● DATA TO PROCESS
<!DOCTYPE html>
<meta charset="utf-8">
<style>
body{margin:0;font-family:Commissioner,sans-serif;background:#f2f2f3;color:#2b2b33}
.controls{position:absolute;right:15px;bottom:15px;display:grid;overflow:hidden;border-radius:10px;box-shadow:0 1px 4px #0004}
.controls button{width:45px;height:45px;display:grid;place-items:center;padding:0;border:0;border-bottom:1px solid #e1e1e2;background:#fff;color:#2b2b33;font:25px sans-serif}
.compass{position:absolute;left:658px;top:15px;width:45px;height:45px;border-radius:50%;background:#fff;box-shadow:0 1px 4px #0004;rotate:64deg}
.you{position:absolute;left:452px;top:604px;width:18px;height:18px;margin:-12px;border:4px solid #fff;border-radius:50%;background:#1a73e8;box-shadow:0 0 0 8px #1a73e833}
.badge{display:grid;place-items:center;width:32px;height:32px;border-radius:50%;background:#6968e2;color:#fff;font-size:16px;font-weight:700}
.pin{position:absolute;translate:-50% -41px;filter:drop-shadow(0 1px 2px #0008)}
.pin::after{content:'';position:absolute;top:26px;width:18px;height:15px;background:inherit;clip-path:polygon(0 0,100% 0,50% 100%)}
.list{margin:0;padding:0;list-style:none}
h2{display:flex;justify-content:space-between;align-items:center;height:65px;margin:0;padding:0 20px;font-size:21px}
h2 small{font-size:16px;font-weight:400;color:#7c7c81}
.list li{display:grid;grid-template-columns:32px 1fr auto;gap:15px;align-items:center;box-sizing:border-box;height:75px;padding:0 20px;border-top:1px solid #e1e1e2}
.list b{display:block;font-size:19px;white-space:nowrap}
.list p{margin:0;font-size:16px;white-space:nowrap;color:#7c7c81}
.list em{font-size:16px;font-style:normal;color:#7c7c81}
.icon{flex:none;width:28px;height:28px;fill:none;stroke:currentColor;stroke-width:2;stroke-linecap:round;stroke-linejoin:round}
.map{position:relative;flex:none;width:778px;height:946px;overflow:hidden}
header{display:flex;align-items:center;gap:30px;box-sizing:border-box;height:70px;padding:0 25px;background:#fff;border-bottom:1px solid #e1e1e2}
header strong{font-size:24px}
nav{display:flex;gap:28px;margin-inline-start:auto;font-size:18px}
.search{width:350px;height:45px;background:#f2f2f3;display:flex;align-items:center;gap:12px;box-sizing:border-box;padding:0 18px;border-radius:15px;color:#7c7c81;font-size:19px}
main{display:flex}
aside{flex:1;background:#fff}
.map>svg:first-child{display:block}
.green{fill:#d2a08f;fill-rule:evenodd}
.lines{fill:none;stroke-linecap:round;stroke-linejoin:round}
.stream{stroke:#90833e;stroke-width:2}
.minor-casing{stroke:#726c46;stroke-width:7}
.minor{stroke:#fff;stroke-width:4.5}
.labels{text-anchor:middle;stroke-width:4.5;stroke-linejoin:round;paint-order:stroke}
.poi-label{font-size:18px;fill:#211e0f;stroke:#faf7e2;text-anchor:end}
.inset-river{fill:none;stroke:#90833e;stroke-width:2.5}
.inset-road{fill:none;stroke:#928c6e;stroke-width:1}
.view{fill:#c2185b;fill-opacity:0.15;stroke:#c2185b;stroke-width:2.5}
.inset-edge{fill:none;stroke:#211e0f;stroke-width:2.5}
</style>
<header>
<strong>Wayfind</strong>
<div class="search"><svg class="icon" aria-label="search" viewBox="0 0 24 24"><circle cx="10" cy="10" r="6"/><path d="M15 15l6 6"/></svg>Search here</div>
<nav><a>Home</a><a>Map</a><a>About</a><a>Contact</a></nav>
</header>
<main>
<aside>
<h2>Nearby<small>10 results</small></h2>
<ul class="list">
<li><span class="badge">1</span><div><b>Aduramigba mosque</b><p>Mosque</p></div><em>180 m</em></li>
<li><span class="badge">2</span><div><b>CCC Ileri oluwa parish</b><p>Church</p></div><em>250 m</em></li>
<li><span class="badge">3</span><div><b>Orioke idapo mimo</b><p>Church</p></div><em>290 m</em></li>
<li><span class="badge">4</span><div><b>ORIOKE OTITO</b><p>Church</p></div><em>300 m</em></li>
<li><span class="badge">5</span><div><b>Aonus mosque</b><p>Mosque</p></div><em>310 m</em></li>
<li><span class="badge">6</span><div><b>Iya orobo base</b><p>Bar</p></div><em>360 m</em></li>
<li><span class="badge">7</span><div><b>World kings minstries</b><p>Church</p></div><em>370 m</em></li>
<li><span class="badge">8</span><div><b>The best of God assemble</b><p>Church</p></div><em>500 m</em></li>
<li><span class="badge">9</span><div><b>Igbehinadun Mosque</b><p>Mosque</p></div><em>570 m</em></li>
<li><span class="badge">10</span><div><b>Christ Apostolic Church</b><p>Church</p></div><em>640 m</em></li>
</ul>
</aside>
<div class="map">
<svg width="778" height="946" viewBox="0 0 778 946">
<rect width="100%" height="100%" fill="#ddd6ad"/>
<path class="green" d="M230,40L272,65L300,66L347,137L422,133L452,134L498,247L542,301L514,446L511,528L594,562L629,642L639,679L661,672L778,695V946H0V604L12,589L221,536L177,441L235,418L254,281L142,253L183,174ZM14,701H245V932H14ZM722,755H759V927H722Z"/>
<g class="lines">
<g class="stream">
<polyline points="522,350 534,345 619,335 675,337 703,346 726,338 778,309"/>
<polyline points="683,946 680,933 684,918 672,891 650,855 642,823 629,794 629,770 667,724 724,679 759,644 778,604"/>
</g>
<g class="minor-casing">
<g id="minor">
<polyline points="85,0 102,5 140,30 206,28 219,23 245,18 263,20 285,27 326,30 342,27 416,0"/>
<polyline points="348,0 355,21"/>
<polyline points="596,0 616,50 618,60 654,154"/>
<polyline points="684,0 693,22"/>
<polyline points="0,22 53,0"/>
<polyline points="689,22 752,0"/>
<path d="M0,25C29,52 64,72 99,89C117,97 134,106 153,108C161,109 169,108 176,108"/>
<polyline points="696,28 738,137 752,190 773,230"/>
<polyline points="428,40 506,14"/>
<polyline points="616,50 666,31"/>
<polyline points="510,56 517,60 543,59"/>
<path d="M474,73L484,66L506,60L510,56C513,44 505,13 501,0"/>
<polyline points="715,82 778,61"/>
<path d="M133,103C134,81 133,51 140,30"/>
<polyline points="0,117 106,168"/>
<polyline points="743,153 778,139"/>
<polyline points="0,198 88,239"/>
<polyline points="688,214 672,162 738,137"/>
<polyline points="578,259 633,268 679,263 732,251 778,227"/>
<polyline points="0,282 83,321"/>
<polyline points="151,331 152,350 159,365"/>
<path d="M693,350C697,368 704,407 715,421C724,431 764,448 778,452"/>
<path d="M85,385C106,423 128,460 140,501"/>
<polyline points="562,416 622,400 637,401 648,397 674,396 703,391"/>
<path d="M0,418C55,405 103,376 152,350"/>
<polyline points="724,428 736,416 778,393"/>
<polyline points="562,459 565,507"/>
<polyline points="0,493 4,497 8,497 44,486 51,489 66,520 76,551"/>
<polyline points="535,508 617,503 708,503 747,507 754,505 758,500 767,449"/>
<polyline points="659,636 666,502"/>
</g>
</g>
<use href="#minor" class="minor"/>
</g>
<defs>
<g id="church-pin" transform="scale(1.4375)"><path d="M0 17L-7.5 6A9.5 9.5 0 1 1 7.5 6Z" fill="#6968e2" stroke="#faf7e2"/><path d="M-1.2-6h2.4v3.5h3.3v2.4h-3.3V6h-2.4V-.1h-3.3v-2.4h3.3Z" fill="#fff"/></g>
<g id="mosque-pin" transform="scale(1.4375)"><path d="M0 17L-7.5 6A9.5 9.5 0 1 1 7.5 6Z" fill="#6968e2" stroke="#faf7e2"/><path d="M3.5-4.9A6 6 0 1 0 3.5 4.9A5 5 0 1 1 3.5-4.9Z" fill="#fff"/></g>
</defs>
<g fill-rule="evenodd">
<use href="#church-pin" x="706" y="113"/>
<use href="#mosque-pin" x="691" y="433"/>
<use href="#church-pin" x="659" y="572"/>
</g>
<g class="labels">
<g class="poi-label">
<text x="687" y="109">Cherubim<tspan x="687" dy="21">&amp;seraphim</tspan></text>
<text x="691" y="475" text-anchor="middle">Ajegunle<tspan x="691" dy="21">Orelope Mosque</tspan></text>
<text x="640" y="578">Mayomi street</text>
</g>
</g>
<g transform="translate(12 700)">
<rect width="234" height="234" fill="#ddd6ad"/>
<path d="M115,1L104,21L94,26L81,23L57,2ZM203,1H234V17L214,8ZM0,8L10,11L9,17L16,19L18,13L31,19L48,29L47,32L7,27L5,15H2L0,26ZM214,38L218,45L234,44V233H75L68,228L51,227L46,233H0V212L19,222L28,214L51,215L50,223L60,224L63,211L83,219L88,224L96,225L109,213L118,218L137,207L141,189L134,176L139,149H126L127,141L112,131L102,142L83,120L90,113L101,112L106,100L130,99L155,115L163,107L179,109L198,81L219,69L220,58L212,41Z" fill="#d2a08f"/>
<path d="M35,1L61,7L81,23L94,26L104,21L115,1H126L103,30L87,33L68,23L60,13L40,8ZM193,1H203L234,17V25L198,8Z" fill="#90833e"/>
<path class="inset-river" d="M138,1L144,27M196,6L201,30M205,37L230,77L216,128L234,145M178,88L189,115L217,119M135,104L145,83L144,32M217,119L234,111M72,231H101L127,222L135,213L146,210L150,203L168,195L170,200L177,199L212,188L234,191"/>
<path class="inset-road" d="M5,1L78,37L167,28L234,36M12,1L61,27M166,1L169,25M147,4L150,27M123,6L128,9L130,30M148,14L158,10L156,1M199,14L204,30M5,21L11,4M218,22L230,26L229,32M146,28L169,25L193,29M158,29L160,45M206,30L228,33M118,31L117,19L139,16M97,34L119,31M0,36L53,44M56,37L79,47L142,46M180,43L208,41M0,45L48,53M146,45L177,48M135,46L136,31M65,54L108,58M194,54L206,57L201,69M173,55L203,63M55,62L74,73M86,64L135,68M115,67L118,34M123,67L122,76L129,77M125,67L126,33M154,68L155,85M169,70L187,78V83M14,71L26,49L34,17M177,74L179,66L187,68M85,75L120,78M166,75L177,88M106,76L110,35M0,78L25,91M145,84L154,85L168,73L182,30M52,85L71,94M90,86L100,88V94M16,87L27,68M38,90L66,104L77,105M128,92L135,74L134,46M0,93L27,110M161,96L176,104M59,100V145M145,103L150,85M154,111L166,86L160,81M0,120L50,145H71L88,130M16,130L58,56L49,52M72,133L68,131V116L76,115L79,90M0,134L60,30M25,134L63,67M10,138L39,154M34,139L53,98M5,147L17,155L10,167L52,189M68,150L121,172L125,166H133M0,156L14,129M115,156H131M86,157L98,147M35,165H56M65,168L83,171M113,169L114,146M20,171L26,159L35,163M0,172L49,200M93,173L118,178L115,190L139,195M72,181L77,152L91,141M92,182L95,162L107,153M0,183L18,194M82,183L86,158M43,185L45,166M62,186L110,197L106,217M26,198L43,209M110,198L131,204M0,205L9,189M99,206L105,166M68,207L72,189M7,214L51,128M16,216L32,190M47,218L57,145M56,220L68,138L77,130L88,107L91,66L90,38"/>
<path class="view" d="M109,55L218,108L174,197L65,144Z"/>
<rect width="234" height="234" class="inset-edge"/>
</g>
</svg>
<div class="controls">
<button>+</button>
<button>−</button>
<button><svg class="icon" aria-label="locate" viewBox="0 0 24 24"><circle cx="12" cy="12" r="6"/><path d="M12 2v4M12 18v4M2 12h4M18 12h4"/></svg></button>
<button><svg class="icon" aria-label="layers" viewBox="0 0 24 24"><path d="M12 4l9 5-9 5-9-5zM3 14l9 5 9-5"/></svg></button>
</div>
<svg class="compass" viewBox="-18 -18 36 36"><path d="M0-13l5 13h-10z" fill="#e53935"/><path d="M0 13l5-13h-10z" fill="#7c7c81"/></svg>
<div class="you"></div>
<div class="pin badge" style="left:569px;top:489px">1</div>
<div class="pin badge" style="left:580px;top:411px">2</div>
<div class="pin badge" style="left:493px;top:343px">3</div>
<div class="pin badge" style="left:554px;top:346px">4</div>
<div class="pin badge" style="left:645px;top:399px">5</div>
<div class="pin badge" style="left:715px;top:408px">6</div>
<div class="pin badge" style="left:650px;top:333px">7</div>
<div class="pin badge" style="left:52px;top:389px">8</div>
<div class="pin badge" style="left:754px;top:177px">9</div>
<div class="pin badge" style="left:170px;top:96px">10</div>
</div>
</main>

==

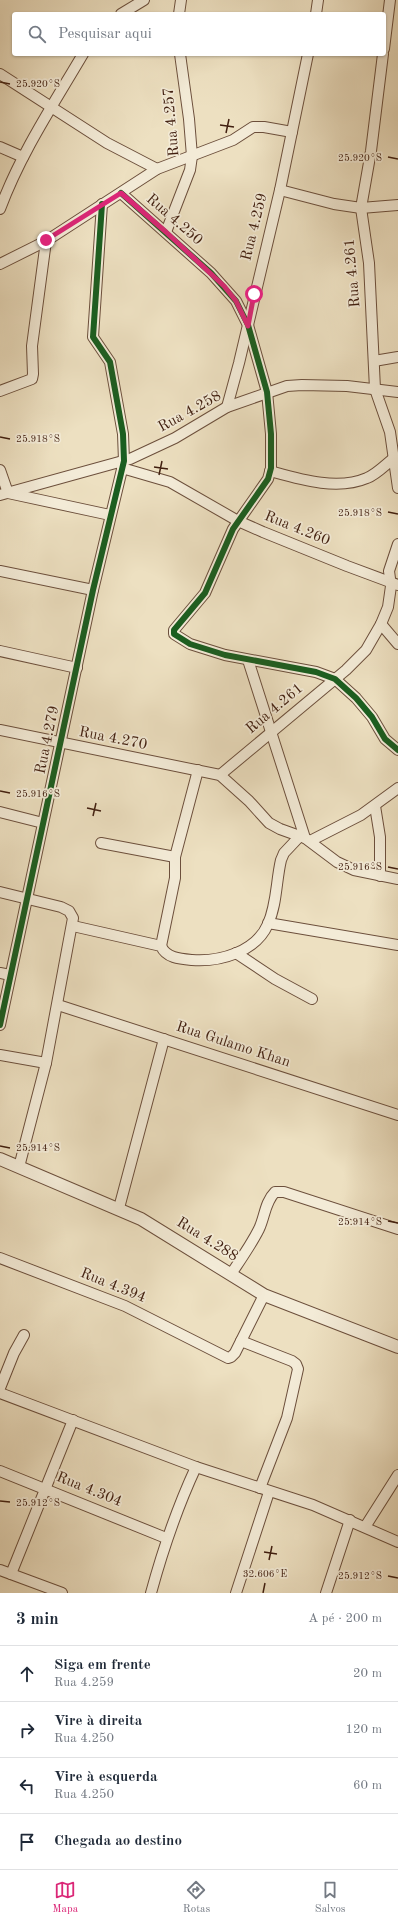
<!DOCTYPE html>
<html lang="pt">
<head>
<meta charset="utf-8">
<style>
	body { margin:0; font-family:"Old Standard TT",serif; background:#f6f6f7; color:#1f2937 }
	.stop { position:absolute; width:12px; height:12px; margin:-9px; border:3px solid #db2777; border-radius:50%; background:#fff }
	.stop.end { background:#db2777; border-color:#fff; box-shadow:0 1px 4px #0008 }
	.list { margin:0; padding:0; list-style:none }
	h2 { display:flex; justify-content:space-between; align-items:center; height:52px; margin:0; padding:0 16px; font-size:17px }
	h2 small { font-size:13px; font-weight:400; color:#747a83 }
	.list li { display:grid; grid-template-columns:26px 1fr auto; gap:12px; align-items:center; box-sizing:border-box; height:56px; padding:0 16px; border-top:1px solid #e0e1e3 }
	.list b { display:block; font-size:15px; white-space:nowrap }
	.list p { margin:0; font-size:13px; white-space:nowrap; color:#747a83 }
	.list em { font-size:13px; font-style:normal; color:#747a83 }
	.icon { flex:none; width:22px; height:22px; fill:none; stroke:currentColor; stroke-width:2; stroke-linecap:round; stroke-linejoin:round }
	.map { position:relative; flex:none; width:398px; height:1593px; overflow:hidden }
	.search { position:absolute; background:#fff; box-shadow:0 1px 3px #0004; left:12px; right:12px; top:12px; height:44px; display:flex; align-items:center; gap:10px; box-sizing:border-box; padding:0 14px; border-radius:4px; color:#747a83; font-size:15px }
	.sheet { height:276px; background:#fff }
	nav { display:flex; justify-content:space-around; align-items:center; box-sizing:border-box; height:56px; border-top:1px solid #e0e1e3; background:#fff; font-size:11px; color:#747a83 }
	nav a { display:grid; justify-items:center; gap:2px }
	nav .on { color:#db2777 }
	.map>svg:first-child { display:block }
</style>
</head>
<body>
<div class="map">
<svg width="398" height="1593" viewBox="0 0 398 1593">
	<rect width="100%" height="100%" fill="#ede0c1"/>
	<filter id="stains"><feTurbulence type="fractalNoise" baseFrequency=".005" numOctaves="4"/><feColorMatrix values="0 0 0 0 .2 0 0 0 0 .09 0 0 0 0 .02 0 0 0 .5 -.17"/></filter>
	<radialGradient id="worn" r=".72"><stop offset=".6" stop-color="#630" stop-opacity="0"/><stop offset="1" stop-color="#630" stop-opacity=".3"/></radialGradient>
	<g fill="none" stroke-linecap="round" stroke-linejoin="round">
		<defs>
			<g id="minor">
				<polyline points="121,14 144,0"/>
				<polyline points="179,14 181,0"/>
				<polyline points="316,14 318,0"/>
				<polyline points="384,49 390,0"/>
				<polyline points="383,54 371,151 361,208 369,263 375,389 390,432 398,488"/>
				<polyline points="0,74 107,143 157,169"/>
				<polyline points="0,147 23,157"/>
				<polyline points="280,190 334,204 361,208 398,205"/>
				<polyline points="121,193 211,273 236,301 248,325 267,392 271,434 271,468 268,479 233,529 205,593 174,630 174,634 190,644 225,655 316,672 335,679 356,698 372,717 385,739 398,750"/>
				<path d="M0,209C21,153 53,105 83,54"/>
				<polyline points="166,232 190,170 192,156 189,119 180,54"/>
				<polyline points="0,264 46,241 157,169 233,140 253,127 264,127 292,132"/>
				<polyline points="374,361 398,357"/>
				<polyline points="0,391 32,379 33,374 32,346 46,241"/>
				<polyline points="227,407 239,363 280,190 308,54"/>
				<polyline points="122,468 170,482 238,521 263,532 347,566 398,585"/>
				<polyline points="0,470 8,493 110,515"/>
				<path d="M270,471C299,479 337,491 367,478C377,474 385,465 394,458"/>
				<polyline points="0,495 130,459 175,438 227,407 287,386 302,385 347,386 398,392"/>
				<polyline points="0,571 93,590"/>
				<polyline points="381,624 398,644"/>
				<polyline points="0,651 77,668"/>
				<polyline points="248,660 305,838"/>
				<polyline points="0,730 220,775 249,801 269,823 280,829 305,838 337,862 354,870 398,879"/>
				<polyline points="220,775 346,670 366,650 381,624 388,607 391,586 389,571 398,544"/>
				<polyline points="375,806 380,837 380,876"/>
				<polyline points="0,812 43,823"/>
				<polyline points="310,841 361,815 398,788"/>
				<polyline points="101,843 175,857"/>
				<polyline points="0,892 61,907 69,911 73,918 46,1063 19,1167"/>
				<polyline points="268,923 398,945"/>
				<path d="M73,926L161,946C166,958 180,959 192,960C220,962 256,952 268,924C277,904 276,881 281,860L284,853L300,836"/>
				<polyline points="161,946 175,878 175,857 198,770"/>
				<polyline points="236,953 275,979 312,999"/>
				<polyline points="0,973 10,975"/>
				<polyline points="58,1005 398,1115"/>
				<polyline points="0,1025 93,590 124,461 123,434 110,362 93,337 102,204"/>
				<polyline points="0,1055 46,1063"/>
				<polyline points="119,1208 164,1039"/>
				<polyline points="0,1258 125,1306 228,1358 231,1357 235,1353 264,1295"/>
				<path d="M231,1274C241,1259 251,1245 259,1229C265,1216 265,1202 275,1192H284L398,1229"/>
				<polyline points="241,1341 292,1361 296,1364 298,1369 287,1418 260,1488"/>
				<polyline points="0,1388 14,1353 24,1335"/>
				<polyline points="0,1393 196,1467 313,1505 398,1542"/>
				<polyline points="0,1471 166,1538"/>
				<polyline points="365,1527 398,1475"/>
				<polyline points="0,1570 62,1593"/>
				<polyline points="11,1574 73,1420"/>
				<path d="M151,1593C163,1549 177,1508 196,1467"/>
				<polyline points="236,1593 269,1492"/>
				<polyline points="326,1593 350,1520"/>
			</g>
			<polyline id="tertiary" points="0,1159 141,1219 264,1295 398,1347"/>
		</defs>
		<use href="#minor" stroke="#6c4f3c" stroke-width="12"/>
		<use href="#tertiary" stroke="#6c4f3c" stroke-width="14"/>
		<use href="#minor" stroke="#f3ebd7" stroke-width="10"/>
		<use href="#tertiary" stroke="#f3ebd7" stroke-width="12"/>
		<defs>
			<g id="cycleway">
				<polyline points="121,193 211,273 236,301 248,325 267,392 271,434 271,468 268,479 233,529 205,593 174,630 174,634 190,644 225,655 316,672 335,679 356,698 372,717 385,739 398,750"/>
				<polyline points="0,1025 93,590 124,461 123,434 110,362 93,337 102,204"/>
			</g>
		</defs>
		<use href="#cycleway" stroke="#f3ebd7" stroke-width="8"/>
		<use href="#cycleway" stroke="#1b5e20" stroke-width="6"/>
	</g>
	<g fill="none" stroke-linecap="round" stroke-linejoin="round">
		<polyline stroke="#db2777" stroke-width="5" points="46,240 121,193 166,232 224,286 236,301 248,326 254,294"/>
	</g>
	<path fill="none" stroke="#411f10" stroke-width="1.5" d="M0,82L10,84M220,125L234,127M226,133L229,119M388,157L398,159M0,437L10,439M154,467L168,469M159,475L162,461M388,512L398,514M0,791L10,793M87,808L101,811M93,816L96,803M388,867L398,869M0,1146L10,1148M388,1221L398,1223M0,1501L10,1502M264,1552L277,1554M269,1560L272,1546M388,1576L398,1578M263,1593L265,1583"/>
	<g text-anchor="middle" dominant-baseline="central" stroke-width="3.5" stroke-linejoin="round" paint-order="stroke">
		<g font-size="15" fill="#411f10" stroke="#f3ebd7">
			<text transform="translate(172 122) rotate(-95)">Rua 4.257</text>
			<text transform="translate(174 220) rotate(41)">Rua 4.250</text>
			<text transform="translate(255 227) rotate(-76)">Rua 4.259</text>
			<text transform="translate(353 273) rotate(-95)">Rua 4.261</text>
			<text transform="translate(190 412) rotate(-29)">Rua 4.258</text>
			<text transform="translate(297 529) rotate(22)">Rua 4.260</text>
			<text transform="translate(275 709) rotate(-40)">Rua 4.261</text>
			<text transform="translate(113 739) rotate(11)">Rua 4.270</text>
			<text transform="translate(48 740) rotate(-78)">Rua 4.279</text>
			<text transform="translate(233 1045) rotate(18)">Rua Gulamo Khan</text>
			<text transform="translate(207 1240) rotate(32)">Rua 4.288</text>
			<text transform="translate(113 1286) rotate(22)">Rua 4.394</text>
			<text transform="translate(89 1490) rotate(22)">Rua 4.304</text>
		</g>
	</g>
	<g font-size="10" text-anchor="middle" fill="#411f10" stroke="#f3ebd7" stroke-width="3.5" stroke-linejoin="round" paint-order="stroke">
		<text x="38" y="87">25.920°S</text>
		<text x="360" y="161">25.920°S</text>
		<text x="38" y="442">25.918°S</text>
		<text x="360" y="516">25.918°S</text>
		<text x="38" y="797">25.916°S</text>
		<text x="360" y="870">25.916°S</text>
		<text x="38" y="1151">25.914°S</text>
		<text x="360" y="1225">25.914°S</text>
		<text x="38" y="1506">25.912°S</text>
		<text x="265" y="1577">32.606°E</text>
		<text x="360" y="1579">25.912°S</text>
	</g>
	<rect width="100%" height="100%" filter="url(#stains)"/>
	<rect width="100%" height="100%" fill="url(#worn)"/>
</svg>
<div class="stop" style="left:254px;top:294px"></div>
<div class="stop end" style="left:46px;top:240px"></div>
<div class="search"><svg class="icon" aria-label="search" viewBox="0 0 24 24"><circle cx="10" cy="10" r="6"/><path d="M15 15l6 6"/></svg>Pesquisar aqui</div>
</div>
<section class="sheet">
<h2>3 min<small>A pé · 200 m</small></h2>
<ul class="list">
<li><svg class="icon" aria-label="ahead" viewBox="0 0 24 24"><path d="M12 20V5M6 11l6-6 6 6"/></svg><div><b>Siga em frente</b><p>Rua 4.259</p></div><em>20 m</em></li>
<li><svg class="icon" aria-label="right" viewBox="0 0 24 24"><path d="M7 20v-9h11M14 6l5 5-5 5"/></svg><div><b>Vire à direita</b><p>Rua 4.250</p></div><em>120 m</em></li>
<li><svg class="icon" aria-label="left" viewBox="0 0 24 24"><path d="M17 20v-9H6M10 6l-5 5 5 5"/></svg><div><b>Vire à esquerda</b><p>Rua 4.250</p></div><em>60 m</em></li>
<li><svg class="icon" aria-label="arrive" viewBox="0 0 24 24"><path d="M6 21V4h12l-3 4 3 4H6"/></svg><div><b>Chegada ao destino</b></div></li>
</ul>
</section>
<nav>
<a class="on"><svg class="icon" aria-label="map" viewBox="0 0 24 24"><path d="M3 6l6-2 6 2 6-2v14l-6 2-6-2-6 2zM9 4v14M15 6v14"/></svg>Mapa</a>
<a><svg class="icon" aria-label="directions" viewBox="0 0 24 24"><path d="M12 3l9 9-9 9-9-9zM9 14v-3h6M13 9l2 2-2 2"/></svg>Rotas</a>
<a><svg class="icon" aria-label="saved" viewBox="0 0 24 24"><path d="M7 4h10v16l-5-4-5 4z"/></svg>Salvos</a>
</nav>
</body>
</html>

● EXERCISE BRIEF
Which lines in the listing above include the string "template"? Copy each of them.

● ANSWER
.list li{display:grid;grid-template-columns:32px 1fr auto;gap:15px;align-items:center;box-sizing:border-box;height:75px;padding:0 20px;border-top:1px solid #e1e1e2}
	.list li { display:grid; grid-template-columns:26px 1fr auto; gap:12px; align-items:center; box-sizing:border-box; height:56px; padding:0 16px; border-top:1px solid #e0e1e3 }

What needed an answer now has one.